One of the last times I saw the Justice was on the occasion of the retirement of one of his long-time secretaries, Crystal Martin. The Justice hosted a lunch at the Court in her honor and invited both former law clerks and Crystal’s entire family. As after-lunch entertainment, he had arranged for an opera singer from the Washington National Opera to be present. Somewhat amazingly, for the final number the Justice joined him in a duet of "Some Enchanted Evening." Hearing the Justice belt out a serenade to his secretary and friend was not only hilarious, but was emblematic of the Justice’s charm and fearlessness. What other boss, aside from The Boss, would do such a thing?

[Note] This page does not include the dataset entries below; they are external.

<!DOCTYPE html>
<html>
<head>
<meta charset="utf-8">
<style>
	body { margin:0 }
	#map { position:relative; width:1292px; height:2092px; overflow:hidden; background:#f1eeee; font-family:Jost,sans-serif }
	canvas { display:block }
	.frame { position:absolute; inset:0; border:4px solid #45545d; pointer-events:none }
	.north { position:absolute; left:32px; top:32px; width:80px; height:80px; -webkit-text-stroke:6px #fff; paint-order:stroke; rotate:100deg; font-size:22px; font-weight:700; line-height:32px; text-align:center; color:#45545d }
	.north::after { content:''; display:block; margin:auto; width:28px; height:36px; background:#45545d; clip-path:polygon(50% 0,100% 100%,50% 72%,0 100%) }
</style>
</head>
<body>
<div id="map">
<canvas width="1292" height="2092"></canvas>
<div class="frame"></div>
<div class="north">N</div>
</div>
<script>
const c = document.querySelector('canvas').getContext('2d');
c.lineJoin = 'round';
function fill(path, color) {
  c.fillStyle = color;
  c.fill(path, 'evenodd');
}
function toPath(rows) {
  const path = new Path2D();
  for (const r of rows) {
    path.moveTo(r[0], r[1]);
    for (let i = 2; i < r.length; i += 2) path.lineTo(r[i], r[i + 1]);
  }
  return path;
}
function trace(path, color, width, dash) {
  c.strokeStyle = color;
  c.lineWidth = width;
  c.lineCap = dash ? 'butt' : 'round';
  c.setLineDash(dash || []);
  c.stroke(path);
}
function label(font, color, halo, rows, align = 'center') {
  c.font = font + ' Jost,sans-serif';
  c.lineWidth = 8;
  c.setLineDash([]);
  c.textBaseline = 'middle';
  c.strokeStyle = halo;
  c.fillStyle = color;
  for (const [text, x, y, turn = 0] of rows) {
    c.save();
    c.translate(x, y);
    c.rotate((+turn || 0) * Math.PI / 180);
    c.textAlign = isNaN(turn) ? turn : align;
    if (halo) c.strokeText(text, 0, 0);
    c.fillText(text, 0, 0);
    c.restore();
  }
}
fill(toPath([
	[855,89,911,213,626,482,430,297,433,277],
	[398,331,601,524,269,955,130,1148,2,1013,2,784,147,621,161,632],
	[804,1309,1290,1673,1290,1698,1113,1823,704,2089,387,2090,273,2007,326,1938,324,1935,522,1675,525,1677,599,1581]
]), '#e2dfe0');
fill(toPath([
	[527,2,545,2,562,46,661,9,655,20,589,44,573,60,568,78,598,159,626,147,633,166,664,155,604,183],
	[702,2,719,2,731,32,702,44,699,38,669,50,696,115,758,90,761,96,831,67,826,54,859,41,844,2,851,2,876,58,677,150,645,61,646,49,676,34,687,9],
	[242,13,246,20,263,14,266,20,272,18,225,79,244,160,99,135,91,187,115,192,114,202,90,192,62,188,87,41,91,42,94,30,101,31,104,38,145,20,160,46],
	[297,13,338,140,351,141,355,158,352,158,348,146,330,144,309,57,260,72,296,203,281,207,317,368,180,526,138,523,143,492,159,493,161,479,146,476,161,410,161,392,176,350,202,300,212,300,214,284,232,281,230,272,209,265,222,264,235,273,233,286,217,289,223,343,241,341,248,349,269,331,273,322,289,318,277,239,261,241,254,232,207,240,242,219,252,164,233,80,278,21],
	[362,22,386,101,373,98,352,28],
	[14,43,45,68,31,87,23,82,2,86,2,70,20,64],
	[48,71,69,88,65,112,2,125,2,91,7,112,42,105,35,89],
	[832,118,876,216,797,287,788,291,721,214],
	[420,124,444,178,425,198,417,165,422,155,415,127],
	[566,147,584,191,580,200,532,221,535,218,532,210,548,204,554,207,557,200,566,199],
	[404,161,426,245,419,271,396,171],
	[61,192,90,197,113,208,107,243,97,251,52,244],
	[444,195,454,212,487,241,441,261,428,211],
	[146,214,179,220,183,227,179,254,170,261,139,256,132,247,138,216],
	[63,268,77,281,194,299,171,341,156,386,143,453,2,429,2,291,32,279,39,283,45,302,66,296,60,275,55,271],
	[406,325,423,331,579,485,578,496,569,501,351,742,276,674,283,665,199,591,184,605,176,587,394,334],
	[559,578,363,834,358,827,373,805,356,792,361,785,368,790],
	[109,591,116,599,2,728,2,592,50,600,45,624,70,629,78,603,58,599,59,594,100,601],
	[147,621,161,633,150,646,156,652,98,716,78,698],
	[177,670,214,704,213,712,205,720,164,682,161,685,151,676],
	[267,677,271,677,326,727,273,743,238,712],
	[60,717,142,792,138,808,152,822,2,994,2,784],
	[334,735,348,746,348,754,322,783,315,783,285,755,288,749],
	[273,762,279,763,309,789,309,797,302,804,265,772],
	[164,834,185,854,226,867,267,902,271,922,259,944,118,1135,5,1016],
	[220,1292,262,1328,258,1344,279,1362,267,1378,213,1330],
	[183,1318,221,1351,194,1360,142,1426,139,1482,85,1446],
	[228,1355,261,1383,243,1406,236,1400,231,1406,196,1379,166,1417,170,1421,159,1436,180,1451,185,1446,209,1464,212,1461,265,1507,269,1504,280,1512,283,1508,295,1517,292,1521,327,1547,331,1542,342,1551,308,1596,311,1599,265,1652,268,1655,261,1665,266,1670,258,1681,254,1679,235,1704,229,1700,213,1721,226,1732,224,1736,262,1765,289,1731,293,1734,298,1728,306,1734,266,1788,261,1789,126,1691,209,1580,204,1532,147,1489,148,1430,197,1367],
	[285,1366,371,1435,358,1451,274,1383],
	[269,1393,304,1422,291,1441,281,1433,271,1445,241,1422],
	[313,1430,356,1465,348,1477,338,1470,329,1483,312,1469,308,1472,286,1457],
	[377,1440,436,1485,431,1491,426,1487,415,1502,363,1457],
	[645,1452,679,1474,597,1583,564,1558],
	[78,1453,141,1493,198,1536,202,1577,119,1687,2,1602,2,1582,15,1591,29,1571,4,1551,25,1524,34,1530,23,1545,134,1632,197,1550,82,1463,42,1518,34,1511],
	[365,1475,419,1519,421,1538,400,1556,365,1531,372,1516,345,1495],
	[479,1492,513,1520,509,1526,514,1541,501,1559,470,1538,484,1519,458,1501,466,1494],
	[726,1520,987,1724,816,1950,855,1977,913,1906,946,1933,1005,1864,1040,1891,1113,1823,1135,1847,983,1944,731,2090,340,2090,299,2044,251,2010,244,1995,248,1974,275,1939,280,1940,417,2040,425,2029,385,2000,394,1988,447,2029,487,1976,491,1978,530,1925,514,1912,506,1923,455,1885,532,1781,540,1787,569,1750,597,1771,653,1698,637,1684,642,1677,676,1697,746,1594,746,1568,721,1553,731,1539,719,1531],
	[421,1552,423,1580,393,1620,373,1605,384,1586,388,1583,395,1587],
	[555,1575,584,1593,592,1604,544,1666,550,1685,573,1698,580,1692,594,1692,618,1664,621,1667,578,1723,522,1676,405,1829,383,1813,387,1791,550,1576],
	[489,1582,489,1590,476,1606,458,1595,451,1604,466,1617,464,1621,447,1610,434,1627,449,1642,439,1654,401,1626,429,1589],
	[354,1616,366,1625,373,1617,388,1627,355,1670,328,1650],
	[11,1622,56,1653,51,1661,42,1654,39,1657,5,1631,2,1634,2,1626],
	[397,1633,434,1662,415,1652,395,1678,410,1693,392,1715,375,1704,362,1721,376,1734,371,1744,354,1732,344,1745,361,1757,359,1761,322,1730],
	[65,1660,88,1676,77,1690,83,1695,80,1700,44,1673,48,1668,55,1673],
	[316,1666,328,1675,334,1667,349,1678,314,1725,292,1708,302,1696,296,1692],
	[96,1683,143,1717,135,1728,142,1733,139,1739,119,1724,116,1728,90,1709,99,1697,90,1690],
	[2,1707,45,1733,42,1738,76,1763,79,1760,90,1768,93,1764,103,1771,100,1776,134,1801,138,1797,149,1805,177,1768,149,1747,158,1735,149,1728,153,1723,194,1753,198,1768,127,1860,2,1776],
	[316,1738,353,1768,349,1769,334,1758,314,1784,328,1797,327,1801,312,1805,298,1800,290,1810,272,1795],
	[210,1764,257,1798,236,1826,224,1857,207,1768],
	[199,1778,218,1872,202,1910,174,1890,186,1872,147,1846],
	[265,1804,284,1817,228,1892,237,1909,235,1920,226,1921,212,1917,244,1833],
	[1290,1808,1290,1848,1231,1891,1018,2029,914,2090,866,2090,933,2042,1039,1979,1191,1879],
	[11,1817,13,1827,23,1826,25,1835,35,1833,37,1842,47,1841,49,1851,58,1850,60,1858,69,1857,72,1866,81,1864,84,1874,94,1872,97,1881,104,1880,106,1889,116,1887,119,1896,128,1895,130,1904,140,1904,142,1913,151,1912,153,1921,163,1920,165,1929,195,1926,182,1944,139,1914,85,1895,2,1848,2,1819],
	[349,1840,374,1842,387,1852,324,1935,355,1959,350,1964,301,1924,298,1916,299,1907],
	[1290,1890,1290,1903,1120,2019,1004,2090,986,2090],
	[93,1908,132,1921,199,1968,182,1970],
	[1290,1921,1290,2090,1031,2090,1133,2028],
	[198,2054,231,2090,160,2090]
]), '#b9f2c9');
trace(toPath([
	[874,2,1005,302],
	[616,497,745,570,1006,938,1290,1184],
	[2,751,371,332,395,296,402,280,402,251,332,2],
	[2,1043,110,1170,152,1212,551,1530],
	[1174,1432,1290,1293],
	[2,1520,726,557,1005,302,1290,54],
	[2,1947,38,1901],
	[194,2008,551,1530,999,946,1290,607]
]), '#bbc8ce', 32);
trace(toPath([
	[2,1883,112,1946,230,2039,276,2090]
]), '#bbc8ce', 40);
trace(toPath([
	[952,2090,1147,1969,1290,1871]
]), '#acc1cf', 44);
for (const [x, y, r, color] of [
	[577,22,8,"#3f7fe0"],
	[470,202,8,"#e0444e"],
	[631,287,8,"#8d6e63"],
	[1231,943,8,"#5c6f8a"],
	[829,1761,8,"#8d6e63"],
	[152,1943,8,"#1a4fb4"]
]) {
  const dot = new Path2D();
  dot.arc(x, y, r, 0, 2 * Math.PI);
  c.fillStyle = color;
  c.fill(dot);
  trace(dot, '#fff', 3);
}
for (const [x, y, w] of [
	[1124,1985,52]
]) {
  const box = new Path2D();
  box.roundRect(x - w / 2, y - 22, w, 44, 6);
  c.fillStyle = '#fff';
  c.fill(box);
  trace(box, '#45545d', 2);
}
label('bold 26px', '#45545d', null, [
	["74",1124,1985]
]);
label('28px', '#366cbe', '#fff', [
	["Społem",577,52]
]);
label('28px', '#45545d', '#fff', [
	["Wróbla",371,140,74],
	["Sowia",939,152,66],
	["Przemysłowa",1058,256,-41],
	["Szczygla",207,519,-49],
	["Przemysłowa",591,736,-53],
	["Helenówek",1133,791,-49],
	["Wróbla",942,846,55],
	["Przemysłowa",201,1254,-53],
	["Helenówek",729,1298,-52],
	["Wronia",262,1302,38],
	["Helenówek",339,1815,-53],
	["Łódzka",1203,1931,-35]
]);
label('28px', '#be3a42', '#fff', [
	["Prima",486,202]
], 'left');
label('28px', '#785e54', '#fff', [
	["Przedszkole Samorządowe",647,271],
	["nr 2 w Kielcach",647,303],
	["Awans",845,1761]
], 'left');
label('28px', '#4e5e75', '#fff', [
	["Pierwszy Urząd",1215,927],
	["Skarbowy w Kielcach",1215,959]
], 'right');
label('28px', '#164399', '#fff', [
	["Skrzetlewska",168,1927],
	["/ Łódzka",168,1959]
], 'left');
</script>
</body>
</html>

Upon learning of the Justice’s sudden passing, I was stricken with that emotion that is not sensed until felt, and when felt is felt acutely: grief. Grief for his wife and the family who cherished him; grief for having lost a mentor; grief that the Court and our nation had lost a remarkable citizen. I wish there was one more constitutional law class he could visit or one more opinion he could write. I wish I could see him again at a law clerk’s reunion and say thank you. It was a privilege to have known him and to have learned under him. Years from now I look forward to my children telling me they learned about him in school, and being able to share with them more about my time with the Justice. As many others have already written in these recent days, Justice Scalia will be regarded as among our country’s most consequential jurists. But behind the legal theories and the writings was a man who took great pleasure in law and in people. May we remember him by the joy he brought to law and life.